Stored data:
· · ·

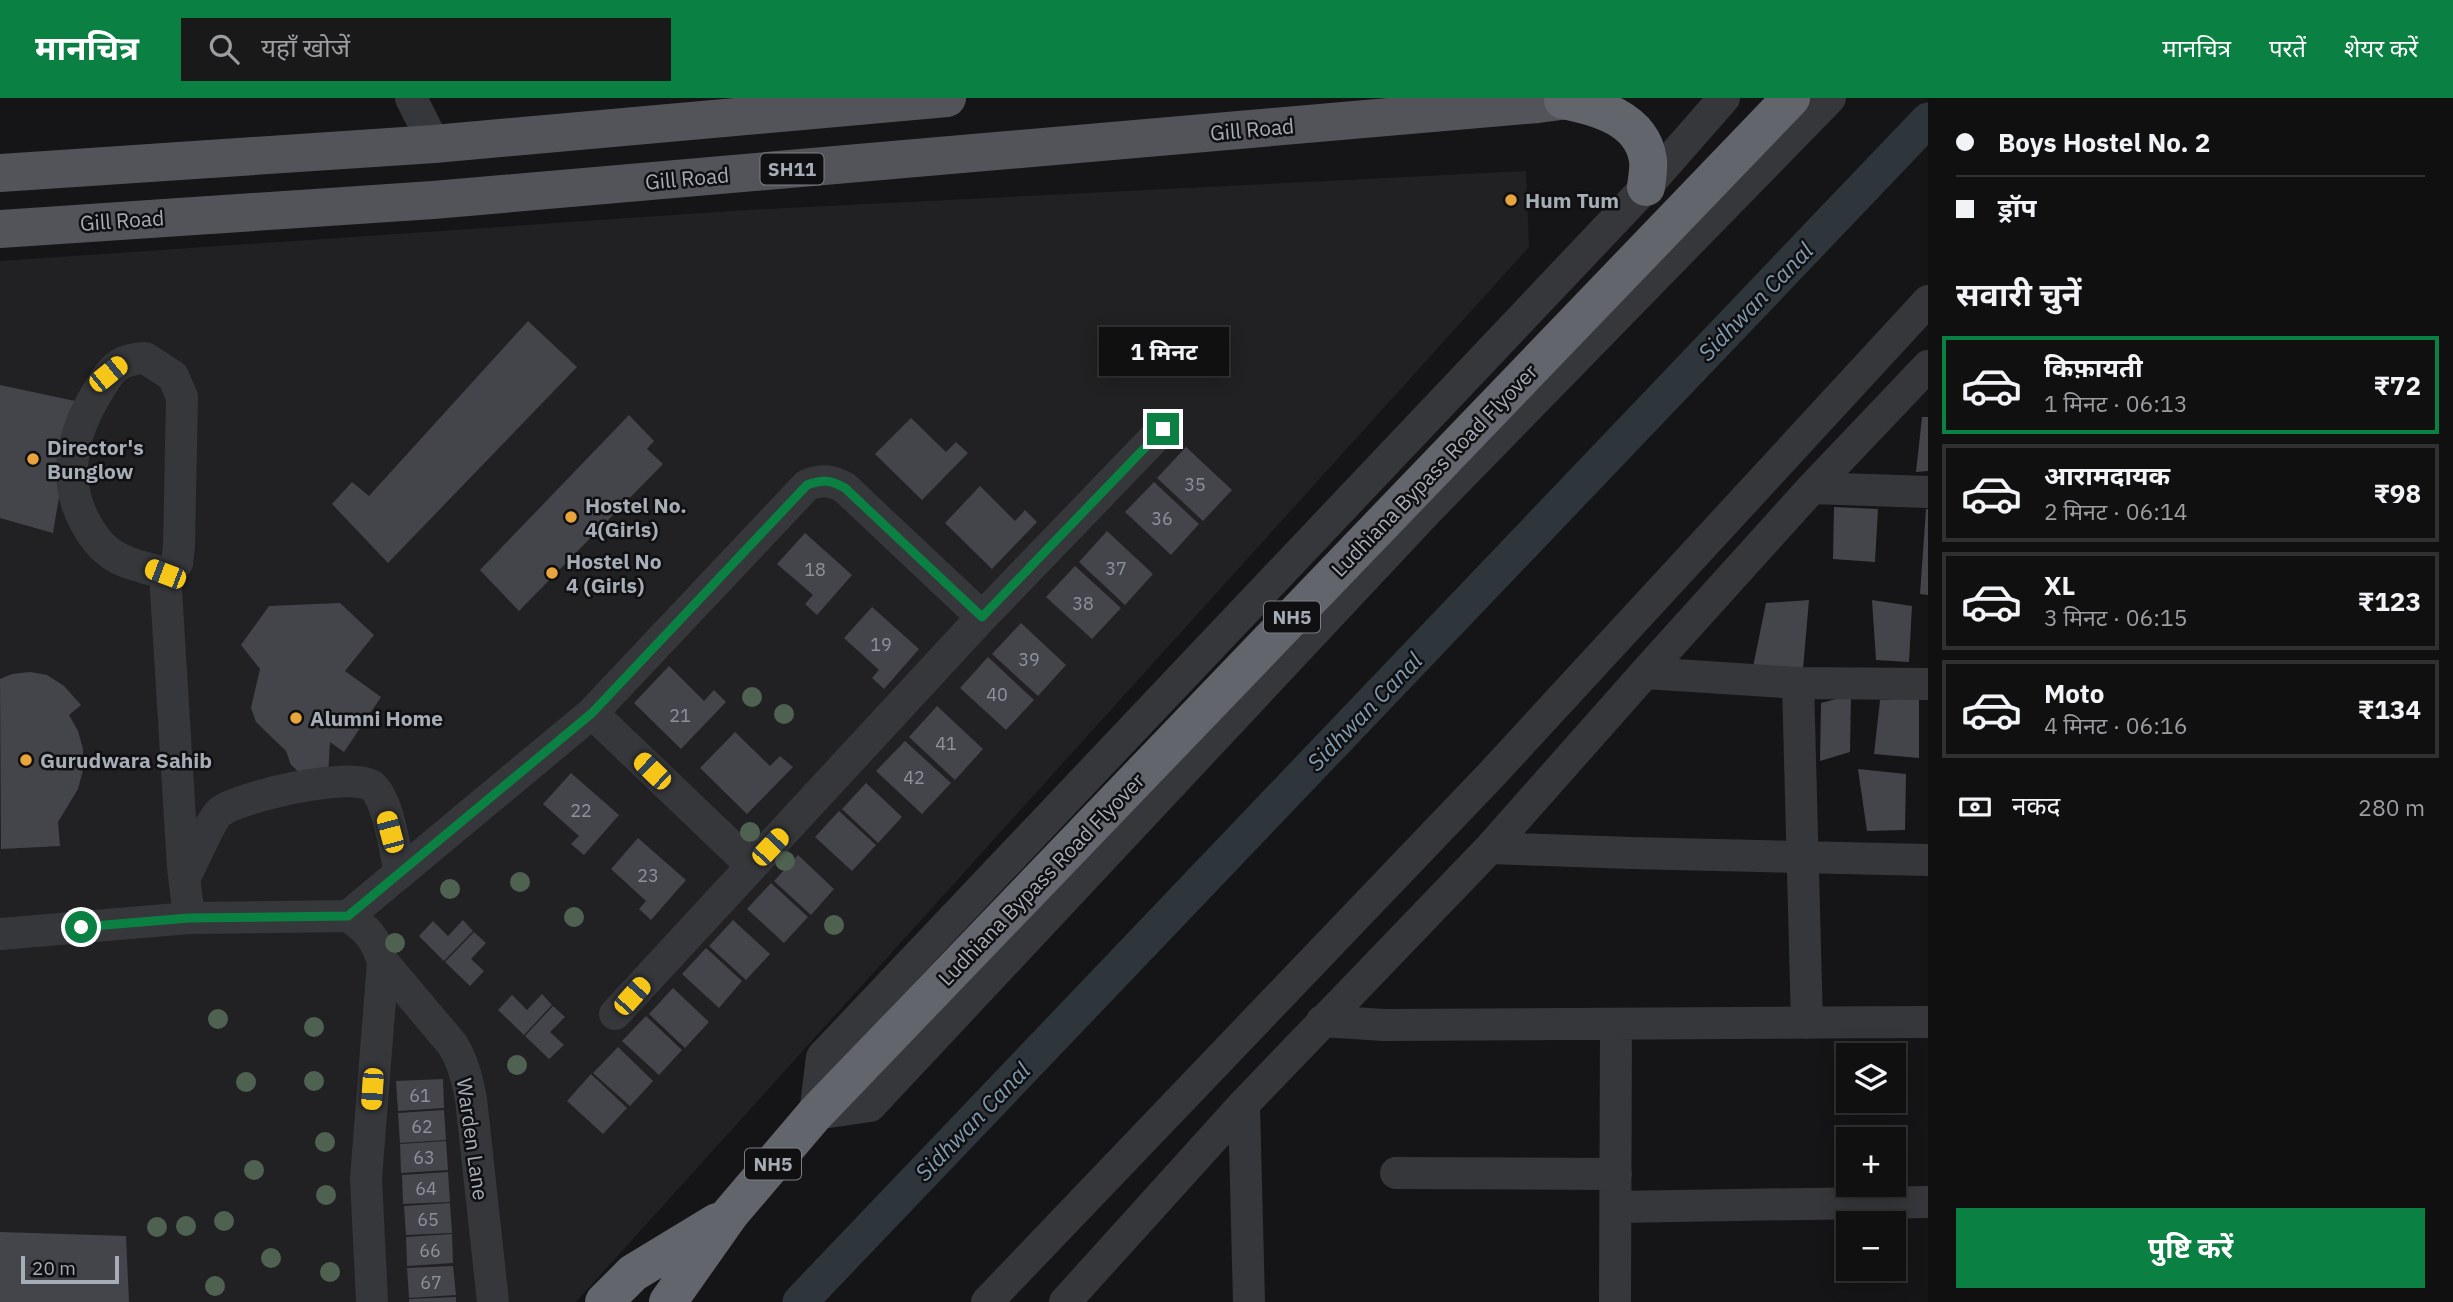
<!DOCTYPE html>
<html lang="hi">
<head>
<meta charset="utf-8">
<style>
	:root { --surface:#101011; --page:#19191a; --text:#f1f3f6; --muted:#9c9d9f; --line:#303031; --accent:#0b8043 }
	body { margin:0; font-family:"IBM Plex Sans","Noto Sans Devanagari",sans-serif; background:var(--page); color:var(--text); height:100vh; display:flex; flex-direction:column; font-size:26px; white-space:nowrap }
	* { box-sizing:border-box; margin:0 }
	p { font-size:23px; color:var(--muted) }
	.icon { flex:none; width:38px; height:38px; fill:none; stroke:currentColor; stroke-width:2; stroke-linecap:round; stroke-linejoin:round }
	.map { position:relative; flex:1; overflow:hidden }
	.drawer { display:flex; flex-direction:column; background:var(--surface); width:525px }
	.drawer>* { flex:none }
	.hud { display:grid; align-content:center; height:154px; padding:0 28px; background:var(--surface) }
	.controls { position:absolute; left:1836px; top:945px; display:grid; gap:14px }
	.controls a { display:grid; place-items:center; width:70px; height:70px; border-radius:0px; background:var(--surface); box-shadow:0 4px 18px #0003,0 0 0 2px var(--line); font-size:35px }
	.scale { position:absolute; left:21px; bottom:18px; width:98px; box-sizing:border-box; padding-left:7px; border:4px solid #a7adb6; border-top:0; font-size:19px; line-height:24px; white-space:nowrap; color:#a7adb6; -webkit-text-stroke:5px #101012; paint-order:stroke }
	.end { position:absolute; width:32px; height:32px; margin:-16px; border:9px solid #0b8043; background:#fff; box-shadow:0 0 0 4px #fff }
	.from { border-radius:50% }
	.bubble { position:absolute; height:49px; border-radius:0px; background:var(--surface); box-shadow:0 4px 18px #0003,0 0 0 2px var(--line); font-size:23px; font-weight:700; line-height:49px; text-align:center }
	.car { position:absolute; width:21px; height:42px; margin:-21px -10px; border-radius:9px; box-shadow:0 0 5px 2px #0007; background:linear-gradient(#f5c518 24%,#345 0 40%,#f5c518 0 76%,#345 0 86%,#f5c518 0) }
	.hud b { display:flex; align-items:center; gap:24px; height:66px; font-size:26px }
	.hud b+b { border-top:2px solid var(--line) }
	.hud i { width:18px; height:18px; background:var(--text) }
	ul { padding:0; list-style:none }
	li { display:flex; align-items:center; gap:21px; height:98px; margin:0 14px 10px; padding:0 14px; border:4px solid var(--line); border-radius:0px }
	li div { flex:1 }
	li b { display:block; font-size:26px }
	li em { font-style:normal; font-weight:700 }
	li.active { border-color:var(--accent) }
	li>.icon { width:63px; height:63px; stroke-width:1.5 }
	h2 { padding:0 28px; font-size:32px; line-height:84px }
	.pay { display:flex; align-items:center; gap:18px; height:77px; padding:0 28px; font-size:26px }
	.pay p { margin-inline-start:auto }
	.action { display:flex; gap:14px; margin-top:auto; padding:14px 28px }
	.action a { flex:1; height:80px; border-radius:0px; background:var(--accent); color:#fff; font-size:28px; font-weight:700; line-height:80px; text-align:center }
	header { display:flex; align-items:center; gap:42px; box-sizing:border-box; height:98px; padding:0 35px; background:var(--accent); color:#fff }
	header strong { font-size:33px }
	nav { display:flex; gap:38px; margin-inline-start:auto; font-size:24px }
	.search { width:490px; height:63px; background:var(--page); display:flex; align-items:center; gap:18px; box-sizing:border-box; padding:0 24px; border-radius:0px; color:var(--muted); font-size:26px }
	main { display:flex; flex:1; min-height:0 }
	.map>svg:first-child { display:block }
</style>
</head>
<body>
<header>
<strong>मानचित्र</strong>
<div class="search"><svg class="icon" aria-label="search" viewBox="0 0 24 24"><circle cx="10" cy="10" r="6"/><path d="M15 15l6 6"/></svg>यहाँ खोजें</div>
<nav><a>मानचित्र</a><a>परतें</a><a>शेयर करें</a></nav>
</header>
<main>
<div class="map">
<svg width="1928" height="1204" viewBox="0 0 1928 1204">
	<rect width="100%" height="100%" fill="#151517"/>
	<path fill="#212124" d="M1526 73 1529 149 576 1204H0V163L746 112Z"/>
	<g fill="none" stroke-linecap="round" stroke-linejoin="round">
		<path stroke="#2e363c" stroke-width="35" d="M800 1204 1928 22"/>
	</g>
	<path fill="#44454a" d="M528 223 577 269 388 465 332 406 352 384 369 398Z
		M0 287 75 303 53 435 0 420Z
		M629 317 654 343 647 351 663 366 519 513 480 472Z
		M1922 319H1928V373L1916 374Z
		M911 320 946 354 956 344 968 355 922 402 875 356Z
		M1186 349 1232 392 1203 423 1157 380Z
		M1154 384 1199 426 1171 457 1125 414Z
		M980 388 1015 423 1025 412 1037 424 992 471 945 425Z
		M1834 409 1878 411 1875 464 1833 461Z
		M1926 411H1928V497L1920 496Z
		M1107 433 1153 476 1125 507 1079 464Z
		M805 435 852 477 817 517 805 506 813 497 777 466Z
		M1075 468 1121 510 1092 541 1046 499Z
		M1809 502 1803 571 1753 569 1766 505Z
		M1872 502 1912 508 1909 564 1876 562Z
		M340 505 374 537 345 573 381 599 344 654 330 644 328 678 307 681 291 667 286 653 256 624 251 610 260 571 241 547 269 508Z
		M872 509 919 551 884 591 872 580 879 572 844 540Z
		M1021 525 1066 567 1038 598 992 556Z
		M988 559 1034 602 1006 632 960 590Z
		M669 568 704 603 714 592 726 604 681 651 634 605Z
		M30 574 47 577 64 588 81 607 69 617 78 633 83 651V672L78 691 58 724 60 748 1 751 0 581 12 576Z
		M1851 597 1850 654 1820 663 1821 605Z
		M1919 600V660L1874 656 1880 602Z
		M937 608 983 651 955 682 909 639Z
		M735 634 770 668 780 658 793 669 747 716 700 670Z
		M905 643 951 685 922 716 876 673Z
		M1858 671 1906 676 1905 732 1867 733Z
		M571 675 619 717 584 757 571 746 579 738 543 706Z
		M866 685 902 719 878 745 842 711Z
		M839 713 876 747 852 773 815 739Z
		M638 740 686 782 651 822 639 811 646 803 611 771Z
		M798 757 834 791 811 817 774 783Z
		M771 785 808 819 784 845 747 811Z
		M463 822 473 833 444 863 419 838 433 823 448 838Z
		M733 822 770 856 746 882 709 848Z
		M474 834 486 845 471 861 484 873 470 888 445 864Z
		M706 850 742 883 719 910 682 876Z
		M673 890 709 924 685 950 649 916Z
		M542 896 552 907 524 937 498 912 512 897 527 912Z
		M553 908 565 919 550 934 564 947 549 961 525 938Z
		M646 918 682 952 659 977 622 943Z
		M618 949 653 983 630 1008 593 975Z
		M591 976 627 1010 603 1036 567 1003Z
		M443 981 444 1010 398 1013 396 983Z
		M444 1012 446 1042 400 1045 398 1015Z
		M446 1043 448 1072 401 1075 400 1046Z
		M448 1074 450 1104 403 1106 402 1077Z
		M450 1105 452 1135 406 1137 404 1108Z
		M0 1134 126 1138 129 1204H0Z
		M452 1136 453 1165 407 1168 406 1139Z
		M453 1168 456 1197 409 1200 407 1170Z
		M456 1199V1204H409V1201Z"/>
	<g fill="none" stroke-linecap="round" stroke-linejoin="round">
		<path stroke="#36373b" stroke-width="32" d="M411 0 434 46
			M1724 0 1646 89 822 959 815 1016 870 1008 1427 413 1830 0
			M145 260 173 278 182 299 179 448 177 465 165 476C147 469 125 467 110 455 99 447 90 434 84 422 62 380 73 333 97 295 110 272 118 261 145 260Z
			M1928 268 1812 390 1928 394
			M165 476 183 769 189 820
			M1798 585 1928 586
			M592 615 752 768
			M1490 750 1631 755 1928 762
			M185 779C192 766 212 719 221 713 242 698 352 673 372 688 389 702 395 754 400 775
			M348 818 592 615 807 387C822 381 831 382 845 390L982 519
			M0 836 189 820 348 818C366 830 377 842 383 864L366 1080 372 1204
			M383 864 452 946C463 963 467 981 471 1001L493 1204
			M615 916 982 519 1163 331
			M1322 923 1384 927 1928 924
			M1807 925 1798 585 1645 575 1812 390
			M1244 1006 1249 1204
			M1396 1075 1616 1076
			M1616 1109 1928 1104
			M987 1204 1491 677 1928 203
			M1065 1204 1244 1006 1490 750 1645 575
			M1615 1204 1616 927"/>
		<path stroke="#52545a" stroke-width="38" d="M0 75 434 46 947 0
			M0 131 433 102 1538 6 1583 0"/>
		<path stroke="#62666c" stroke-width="38" d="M1563 2C1597 9 1642 20 1648 62 1649 70 1647 81 1646 89
			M604 1204 633 1175 717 1124
			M668 1204 730 1116 815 1016 1791 0"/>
	</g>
	<g fill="#4f6151">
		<circle cx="752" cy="599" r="10"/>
		<circle cx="784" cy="616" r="10"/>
		<circle cx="750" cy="734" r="10"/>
		<circle cx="785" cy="763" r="10"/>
		<circle cx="520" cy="784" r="10"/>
		<circle cx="450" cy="791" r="10"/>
		<circle cx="574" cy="819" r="10"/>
		<circle cx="834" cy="827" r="10"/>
		<circle cx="395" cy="845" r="10"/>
		<circle cx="218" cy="921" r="10"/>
		<circle cx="314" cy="929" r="10"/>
		<circle cx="517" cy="967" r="10"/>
		<circle cx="314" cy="983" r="10"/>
		<circle cx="246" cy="984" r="10"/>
		<circle cx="325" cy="1044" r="10"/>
		<circle cx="254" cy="1072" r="10"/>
		<circle cx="326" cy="1097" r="10"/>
		<circle cx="224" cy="1123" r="10"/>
		<circle cx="186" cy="1128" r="10"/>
		<circle cx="157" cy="1129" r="10"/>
		<circle cx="271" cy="1160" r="10"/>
		<circle cx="330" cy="1174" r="10"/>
		<circle cx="215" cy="1188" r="10"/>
	</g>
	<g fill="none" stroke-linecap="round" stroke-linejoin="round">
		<path stroke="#0b8043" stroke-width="9" d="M81 829 189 820 348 818 592 615 807 387C822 381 831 382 845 390L982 519 1163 331"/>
	</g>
	<g fill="#e8a53b" stroke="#101012" stroke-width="2.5">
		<circle cx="1511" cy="102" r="7"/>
		<circle cx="33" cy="361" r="7"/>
		<circle cx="571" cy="419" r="7"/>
		<circle cx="552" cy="475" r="7"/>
		<circle cx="296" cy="620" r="7"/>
		<circle cx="26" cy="662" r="7"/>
	</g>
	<g text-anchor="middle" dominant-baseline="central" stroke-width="5" stroke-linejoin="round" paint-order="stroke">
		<g font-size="18" fill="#8e939b">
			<text x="1195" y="386">35</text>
			<text x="1162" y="420">36</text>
			<text x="1116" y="470">37</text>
			<text x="815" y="471">18</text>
			<text x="1083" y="505">38</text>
			<text x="881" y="546">19</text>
			<text x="1029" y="561">39</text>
			<text x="997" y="596">40</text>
			<text x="680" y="617">21</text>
			<text x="946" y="645">41</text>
			<text x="914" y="679">42</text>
			<text x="581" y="712">22</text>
			<text x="648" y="777">23</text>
			<text x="420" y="997">61</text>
			<text x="422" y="1028">62</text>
			<text x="424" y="1059">63</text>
			<text x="426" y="1090">64</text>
			<text x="428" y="1121">65</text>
			<text x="430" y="1152">66</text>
			<text x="431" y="1184">67</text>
		</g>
		<g fill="#101012" stroke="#7a7e85" stroke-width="2">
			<rect x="760.5" y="55.5" width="63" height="31" rx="5"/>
			<rect x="1264" y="503.5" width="56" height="31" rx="5"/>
			<rect x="745" y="1050.5" width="56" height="31" rx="5"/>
		</g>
		<g font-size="19" font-weight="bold" fill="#a7adb6">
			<text x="792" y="71">SH11</text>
			<text x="1292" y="519">NH5</text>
			<text x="773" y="1066">NH5</text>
		</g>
		<g font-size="21" fill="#a7adb6" stroke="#101012">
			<text transform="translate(1252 31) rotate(-5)">Gill Road</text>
			<text transform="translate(687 80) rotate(-5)">Gill Road</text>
			<text transform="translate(122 122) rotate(-4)">Gill Road</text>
			<text transform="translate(1434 372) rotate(-46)">Ludhiana Bypass Road Flyover</text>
			<text transform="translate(1041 781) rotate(-46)">Ludhiana Bypass Road Flyover</text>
			<text transform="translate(473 1041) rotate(82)">Warden Lane</text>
		</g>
		<g font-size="21" font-weight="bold" fill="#a7adb6" stroke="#101012" text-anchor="start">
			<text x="1525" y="102">Hum Tum</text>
			<text x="47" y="349">Director's<tspan x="47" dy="24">Bunglow</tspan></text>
			<text x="585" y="407">Hostel No.<tspan x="585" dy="24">4(Girls)</tspan></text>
			<text x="566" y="463">Hostel No<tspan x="566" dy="24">4 (Girls)</tspan></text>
			<text x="310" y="620">Alumni Home</text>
			<text x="40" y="662">Gurudwara Sahib</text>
		</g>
		<g font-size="23" font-style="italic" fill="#809cb0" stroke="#101012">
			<text transform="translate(1755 203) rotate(-46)">Sidhwan Canal</text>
			<text transform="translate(1364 613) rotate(-46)">Sidhwan Canal</text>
			<text transform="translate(972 1023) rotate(-46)">Sidhwan Canal</text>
		</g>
	</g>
</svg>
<div class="controls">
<a><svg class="icon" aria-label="layers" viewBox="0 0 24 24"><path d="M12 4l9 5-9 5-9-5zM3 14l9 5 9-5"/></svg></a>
<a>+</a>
<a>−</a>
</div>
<div class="scale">20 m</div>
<i class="end from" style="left:81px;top:829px"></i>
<i class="end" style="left:1163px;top:331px"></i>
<div class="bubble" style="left:1099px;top:229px;width:130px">1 मिनट</div>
<i class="car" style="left:108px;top:276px;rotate:51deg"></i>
<i class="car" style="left:165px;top:476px;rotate:291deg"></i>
<i class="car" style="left:652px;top:673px;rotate:314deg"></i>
<i class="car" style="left:390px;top:734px;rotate:345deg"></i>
<i class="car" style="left:770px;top:749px;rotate:43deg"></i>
<i class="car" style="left:632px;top:898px;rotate:42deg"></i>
<i class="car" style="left:372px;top:991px;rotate:184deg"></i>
</div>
<section class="drawer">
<div class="hud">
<b><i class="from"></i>Boys Hostel No. 2</b>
<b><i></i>ड्रॉप</b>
</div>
<h2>सवारी चुनें</h2>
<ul>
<li class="active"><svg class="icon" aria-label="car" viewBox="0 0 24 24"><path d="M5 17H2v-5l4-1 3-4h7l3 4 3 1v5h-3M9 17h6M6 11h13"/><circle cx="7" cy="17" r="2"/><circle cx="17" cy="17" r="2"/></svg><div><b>किफ़ायती</b><p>1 मिनट · 06:13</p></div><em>₹72</em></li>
<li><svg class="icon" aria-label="car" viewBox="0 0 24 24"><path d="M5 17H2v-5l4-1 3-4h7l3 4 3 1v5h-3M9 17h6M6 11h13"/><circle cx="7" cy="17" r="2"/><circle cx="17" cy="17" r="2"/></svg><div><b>आरामदायक</b><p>2 मिनट · 06:14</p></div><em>₹98</em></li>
<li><svg class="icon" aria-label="car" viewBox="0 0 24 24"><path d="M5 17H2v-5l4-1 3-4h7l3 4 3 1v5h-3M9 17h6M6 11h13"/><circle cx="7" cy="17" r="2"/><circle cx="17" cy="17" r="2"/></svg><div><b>XL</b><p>3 मिनट · 06:15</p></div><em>₹123</em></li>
<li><svg class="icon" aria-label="car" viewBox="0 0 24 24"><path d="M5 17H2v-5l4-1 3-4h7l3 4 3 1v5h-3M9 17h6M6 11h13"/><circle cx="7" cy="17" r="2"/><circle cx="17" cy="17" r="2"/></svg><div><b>Moto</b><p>4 मिनट · 06:16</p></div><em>₹134</em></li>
</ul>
<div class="pay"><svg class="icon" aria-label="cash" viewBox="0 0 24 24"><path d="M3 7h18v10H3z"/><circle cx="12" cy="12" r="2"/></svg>नकद<p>280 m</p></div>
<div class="action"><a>पुष्टि करें</a></div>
</section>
</main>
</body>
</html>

· · ·

Problem:
Find the word "column" in the entries and show each line where it is found.

Response area:
	body { margin:0; font-family:"IBM Plex Sans","Noto Sans Devanagari",sans-serif; background:var(--page); color:var(--text); height:100vh; display:flex; flex-direction:column; font-size:26px; white-space:nowrap }
	.drawer { display:flex; flex-direction:column; background:var(--surface); width:525px }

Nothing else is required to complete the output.